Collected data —
|---|

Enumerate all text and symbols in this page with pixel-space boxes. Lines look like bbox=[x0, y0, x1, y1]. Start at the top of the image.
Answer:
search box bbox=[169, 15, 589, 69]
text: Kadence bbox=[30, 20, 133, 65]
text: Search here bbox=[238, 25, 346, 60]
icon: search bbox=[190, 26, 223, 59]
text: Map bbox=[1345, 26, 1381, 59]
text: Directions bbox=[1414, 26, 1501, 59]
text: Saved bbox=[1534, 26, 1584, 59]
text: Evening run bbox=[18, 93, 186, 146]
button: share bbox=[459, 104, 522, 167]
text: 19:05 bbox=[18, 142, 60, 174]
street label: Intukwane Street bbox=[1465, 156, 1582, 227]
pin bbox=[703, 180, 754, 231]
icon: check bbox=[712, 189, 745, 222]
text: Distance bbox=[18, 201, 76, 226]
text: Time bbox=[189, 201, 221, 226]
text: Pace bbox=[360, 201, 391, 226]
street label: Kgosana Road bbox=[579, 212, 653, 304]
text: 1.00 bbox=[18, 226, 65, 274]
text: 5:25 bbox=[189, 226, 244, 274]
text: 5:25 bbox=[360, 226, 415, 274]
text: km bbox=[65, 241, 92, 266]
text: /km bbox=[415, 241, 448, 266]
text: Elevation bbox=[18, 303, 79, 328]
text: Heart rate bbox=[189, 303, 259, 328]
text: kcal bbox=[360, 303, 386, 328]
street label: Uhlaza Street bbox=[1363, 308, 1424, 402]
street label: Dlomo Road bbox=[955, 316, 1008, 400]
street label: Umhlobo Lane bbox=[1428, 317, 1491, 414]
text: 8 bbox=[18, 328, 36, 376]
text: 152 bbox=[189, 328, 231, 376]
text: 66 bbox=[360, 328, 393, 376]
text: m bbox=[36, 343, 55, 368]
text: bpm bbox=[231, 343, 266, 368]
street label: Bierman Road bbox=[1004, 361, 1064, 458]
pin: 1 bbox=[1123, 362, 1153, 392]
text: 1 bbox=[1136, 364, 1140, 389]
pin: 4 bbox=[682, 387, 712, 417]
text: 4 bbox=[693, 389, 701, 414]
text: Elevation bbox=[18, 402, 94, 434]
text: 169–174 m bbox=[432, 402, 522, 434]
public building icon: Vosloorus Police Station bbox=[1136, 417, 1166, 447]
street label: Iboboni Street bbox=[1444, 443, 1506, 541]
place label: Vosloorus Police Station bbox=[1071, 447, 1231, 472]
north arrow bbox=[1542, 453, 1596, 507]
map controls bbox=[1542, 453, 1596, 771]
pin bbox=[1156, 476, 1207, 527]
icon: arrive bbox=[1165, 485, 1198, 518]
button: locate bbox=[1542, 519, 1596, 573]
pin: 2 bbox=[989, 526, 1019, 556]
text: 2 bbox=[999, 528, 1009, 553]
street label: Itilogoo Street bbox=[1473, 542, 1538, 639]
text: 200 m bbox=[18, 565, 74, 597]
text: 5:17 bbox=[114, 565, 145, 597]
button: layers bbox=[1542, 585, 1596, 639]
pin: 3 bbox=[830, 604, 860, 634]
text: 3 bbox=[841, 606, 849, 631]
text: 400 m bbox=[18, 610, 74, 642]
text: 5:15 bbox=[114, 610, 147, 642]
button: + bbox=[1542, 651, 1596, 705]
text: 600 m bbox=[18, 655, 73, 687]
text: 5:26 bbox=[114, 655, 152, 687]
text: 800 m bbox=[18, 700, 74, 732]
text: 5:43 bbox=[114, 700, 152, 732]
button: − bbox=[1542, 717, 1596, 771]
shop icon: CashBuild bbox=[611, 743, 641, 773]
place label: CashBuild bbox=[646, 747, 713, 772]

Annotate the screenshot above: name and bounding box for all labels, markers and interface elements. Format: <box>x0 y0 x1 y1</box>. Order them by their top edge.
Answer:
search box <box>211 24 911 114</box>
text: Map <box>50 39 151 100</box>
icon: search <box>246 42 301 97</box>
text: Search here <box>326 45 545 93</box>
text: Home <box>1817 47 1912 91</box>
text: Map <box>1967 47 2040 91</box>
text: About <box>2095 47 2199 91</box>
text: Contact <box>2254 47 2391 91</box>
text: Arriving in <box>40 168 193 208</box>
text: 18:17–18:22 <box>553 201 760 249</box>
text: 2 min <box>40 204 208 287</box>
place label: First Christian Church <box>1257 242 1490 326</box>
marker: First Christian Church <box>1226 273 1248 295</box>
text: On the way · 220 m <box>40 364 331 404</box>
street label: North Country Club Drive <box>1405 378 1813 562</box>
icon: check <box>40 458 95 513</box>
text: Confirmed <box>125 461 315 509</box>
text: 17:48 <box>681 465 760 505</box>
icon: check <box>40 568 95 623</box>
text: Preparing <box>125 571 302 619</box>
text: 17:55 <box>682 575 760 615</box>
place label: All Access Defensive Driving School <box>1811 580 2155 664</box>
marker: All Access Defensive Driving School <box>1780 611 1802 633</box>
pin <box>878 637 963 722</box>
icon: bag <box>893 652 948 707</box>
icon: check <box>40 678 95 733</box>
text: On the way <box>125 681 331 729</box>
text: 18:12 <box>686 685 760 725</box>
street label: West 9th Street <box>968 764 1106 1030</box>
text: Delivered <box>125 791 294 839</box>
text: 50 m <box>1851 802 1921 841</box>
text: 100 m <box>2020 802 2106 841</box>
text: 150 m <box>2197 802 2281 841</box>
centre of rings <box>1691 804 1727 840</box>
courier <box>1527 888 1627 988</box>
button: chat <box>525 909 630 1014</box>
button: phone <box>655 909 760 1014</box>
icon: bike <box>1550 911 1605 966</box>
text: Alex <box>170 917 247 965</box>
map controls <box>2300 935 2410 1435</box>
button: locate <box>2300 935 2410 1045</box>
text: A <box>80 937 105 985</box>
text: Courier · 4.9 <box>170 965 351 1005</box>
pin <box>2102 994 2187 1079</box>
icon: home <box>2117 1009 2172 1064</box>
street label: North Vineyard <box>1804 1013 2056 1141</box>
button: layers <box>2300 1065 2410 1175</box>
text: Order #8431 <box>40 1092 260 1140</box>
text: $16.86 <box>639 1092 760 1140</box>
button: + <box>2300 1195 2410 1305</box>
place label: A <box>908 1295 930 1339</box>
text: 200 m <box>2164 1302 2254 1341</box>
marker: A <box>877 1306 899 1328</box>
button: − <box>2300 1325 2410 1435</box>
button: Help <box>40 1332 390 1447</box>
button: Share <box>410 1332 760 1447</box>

|---|

EXERCISE BRIEF —
A single number is needed: the count of lines in the records that contain "Police".

TASK RESPONSE —
2